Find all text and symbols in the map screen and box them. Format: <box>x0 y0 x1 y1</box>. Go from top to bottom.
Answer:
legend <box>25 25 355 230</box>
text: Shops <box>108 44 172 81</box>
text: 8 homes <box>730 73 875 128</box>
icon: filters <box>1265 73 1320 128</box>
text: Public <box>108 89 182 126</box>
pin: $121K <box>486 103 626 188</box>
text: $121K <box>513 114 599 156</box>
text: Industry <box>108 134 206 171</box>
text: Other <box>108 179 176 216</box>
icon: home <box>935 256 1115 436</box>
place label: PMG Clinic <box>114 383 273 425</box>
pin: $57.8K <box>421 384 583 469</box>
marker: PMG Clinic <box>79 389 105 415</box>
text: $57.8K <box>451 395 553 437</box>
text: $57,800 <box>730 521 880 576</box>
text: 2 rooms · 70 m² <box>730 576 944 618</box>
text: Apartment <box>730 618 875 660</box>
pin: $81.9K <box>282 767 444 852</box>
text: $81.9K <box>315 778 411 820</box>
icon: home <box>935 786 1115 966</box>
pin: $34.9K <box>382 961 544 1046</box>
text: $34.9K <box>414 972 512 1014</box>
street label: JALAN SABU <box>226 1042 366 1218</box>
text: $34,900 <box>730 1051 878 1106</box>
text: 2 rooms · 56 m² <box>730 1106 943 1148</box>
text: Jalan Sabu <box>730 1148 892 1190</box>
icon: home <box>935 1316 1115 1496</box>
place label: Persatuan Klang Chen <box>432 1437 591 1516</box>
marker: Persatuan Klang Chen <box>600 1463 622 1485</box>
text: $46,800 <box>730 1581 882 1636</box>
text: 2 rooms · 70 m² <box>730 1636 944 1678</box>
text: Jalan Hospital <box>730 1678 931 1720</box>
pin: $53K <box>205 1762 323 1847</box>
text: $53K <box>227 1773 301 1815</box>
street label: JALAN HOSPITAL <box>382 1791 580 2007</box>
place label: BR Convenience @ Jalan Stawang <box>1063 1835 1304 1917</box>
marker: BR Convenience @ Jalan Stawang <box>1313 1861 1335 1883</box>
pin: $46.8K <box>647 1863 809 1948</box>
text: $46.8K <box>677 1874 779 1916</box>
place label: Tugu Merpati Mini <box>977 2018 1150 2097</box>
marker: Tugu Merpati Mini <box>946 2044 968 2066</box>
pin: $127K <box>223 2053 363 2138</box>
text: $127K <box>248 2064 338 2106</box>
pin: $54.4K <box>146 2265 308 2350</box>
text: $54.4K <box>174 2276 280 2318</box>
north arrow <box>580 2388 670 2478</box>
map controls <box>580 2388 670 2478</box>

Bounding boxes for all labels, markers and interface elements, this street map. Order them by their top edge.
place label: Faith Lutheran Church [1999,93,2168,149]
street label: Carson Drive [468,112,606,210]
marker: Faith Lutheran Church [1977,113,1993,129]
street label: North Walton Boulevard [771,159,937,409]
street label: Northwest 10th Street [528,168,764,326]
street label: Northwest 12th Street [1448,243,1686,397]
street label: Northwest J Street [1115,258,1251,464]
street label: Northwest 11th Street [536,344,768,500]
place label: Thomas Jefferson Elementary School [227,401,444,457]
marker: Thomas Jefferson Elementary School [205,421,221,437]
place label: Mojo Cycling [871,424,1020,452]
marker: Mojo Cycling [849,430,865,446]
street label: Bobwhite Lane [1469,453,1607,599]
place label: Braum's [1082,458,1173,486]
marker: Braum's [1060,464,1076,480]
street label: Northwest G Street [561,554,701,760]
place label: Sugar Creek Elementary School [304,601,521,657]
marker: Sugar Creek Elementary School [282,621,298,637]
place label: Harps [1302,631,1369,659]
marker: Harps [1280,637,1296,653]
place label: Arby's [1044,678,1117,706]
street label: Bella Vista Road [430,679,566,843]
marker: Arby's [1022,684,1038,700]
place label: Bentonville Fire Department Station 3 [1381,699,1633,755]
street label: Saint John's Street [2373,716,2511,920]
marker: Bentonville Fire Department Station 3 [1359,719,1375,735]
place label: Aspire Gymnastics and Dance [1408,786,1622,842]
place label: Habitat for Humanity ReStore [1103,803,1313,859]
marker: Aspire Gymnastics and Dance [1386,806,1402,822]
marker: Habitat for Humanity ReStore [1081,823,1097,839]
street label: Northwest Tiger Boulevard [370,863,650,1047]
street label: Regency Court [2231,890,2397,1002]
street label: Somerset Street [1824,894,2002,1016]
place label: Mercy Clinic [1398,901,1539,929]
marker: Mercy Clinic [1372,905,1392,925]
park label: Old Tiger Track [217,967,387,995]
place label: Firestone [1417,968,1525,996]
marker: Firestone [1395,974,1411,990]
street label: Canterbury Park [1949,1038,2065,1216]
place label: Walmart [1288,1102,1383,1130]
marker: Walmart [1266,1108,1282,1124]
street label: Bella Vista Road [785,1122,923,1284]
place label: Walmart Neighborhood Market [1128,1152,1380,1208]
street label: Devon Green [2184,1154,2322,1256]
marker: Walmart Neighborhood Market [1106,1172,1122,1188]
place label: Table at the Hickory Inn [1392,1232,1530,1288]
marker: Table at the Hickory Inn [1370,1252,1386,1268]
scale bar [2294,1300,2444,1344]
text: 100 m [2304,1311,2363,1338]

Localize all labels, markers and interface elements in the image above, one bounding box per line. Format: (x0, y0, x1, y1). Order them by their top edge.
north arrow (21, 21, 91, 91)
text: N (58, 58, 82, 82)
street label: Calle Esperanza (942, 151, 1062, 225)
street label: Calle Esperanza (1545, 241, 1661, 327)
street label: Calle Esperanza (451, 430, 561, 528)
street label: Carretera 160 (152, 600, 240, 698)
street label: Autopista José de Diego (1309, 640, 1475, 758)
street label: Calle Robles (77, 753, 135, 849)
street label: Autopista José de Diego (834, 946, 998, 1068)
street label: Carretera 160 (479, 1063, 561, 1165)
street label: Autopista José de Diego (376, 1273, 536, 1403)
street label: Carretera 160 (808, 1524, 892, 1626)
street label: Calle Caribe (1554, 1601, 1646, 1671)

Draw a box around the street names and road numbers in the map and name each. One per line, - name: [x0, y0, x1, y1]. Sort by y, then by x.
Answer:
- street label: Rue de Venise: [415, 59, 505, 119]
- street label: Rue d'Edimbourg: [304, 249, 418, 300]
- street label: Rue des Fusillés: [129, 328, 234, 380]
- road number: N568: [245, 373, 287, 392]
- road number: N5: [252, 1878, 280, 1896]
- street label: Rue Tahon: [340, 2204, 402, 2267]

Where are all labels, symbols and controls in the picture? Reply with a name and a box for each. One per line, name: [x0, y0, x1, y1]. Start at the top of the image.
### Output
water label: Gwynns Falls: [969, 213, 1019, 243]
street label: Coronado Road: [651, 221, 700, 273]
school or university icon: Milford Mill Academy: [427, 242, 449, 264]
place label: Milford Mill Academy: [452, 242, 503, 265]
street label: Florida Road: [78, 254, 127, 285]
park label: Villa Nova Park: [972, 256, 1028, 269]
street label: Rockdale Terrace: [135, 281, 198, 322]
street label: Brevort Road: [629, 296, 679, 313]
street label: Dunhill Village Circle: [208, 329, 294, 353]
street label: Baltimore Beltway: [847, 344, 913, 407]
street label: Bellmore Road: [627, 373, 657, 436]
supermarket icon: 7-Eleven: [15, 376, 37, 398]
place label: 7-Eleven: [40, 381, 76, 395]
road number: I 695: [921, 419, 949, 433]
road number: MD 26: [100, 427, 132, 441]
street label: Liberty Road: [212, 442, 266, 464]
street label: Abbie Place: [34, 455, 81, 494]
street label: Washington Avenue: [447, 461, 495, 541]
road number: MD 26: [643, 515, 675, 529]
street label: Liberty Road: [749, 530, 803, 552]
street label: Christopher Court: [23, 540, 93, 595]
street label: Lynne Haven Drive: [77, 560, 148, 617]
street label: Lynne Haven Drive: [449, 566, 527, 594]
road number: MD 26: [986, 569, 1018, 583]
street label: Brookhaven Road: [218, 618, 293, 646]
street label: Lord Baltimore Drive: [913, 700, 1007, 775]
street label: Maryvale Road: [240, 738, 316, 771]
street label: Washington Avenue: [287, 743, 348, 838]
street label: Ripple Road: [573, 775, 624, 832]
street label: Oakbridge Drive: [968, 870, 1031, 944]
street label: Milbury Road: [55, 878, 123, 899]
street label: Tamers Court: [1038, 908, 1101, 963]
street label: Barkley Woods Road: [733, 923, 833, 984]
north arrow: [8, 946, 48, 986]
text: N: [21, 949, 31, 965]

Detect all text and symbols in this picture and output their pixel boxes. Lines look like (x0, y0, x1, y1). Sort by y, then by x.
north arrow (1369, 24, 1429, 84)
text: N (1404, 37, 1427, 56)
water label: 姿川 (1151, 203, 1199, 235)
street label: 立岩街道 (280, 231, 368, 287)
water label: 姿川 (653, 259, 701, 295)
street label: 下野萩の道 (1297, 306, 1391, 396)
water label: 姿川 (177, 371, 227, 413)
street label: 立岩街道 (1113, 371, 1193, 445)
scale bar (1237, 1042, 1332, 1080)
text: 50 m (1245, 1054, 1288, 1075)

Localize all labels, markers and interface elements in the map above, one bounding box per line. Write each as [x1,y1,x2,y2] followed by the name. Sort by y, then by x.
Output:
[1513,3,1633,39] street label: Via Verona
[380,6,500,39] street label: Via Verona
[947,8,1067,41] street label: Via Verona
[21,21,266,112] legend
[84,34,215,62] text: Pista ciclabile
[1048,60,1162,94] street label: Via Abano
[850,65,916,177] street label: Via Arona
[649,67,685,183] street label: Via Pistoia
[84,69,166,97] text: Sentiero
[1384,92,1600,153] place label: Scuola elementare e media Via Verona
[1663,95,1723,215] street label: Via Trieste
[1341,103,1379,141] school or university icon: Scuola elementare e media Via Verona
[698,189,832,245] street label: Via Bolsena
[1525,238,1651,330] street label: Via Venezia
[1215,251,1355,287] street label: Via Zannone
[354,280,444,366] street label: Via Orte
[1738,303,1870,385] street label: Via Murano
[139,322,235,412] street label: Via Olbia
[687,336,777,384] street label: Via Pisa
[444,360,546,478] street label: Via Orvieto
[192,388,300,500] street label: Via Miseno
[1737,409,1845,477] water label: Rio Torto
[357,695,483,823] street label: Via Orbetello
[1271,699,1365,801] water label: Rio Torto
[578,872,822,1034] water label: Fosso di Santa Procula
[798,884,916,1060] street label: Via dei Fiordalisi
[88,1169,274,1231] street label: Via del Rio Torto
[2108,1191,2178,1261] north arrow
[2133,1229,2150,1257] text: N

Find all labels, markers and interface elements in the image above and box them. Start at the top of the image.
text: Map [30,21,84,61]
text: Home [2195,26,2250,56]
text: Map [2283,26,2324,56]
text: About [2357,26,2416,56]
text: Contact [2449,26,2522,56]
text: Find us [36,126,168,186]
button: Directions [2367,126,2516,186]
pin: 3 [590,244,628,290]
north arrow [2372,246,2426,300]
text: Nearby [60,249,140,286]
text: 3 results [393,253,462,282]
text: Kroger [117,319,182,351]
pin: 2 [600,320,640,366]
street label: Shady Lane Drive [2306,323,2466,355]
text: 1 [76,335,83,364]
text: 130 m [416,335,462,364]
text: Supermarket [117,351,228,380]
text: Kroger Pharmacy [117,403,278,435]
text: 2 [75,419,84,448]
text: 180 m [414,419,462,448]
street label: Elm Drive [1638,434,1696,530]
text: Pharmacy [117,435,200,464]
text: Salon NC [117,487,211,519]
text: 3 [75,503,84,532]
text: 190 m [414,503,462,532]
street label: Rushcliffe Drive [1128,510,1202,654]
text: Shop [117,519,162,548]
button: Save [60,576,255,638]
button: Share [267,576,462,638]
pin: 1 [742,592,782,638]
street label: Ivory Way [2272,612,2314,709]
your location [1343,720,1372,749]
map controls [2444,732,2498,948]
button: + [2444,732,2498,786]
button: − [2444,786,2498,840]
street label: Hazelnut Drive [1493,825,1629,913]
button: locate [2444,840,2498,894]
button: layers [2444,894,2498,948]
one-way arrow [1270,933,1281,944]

####################

**Task to carry out**: In the material above, find each line containing the word "Torto" and copy it.

**Solution below**:
[1737,409,1845,477] water label: Rio Torto
[1271,699,1365,801] water label: Rio Torto
[88,1169,274,1231] street label: Via del Rio Torto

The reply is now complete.